Shortly thereafter, the following exchange occurred:

Hageman: Can we continue to talk to you?



Defendant: . . . Why would I sit here and . . . continue to talk to you when . . . you telling me I'm lying?



. . . .
Hageman: . . . Do you want to continue to talk to me?



Defendant: What do you want to continue to talk you [sic] about being hurt and know that I can't even go [sic] my wife tomorrow?



Hageman: . . . [Y]ou're talking about a lot of things . . . , but I'm not sure that you want to continue to talk to me because you said you wanted to see if a lawyer can help you.



Defendant: Do you have a lawyer present[] for me, that can help me?



Hageman: I don't have a lawyer here for you.



Defendant: . . . I want to see my family. I just want to see my family I want to talk to my wife.
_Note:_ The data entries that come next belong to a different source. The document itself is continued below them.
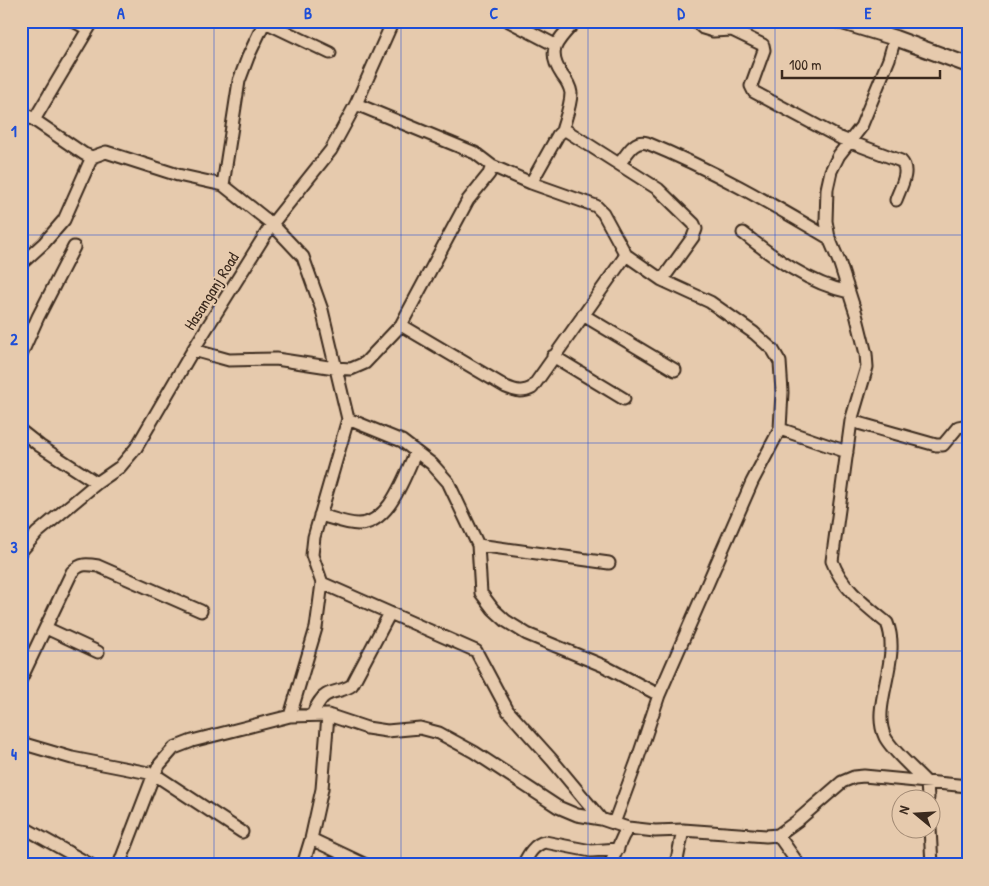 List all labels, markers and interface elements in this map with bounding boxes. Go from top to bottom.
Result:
text: A [117,2,125,24]
text: B [304,2,312,24]
text: C [490,2,499,24]
text: D [677,2,685,24]
text: E [864,2,872,24]
scale bar [782,48,939,80]
text: 100 m [789,54,822,75]
text: 1 [11,120,17,142]
street label: Hasanganj Road [178,248,244,334]
text: 2 [10,328,18,350]
text: 3 [10,536,18,558]
text: 4 [11,743,17,765]
north arrow [892,788,942,838]
text: N [893,803,914,816]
Like I want to be with my family, I'm not gonna go to jail for something I didn't do.
A short time later, Hageman told defendant, "I can't talk to you anymore," to which defendant responded, "Why you can't talk to me anymore?" The colloquy resumed:
Hageman: '[C]ause you asked if a lawyer could help you.
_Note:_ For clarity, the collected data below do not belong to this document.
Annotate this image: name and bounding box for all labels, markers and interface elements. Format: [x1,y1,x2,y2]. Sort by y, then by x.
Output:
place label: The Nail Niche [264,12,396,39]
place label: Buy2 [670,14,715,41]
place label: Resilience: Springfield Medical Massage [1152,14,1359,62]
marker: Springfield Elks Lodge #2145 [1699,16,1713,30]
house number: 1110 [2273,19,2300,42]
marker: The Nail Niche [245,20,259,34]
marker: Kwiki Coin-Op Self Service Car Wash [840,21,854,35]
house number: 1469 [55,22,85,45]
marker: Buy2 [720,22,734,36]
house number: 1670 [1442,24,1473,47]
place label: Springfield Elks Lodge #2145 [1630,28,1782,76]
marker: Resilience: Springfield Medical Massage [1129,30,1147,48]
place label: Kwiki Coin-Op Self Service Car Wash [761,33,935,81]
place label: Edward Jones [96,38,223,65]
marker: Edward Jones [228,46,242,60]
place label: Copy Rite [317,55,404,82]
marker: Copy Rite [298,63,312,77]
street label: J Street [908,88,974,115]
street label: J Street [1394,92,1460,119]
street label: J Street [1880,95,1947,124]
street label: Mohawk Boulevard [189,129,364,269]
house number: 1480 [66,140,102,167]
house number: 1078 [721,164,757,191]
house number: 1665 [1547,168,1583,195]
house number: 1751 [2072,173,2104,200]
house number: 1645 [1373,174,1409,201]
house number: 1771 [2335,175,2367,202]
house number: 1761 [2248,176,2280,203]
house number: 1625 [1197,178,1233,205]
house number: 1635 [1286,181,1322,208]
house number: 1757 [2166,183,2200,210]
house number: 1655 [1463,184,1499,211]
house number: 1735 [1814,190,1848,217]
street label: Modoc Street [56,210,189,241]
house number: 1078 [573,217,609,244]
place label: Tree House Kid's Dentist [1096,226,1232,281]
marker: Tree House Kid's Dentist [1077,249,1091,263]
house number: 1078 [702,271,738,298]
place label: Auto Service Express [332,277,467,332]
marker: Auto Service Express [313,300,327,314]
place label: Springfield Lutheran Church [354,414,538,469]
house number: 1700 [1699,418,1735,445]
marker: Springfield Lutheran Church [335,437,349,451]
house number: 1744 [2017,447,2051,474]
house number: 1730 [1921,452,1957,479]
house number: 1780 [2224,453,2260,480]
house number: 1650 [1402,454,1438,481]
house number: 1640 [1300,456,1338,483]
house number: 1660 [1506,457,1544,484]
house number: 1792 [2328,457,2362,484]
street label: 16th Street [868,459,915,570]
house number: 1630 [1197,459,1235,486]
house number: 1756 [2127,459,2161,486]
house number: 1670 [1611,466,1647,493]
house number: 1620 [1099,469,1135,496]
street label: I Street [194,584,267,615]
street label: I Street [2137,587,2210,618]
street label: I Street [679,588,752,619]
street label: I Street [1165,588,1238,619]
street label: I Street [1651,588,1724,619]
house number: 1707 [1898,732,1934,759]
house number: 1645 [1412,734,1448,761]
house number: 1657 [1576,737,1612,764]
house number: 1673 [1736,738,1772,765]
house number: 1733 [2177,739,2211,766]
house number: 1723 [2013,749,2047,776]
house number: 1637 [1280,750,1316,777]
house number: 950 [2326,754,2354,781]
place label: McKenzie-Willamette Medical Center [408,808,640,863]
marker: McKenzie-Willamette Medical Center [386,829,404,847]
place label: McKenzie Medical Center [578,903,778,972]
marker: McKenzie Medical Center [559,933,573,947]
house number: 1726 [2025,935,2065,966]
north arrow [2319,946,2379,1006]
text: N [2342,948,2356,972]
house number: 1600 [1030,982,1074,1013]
Defendant: No, I wasn't talking to you towards that. Like, I told that to my wife, not to y'all.
Hageman asked again, "Do you want a lawyer here?" Defendant responded, "Can I have a lawyer present right now? How long it's gonna take for a lawyer to be present?" Hageman responded that he did not know, and after some further banter, the interview recessed for a short period.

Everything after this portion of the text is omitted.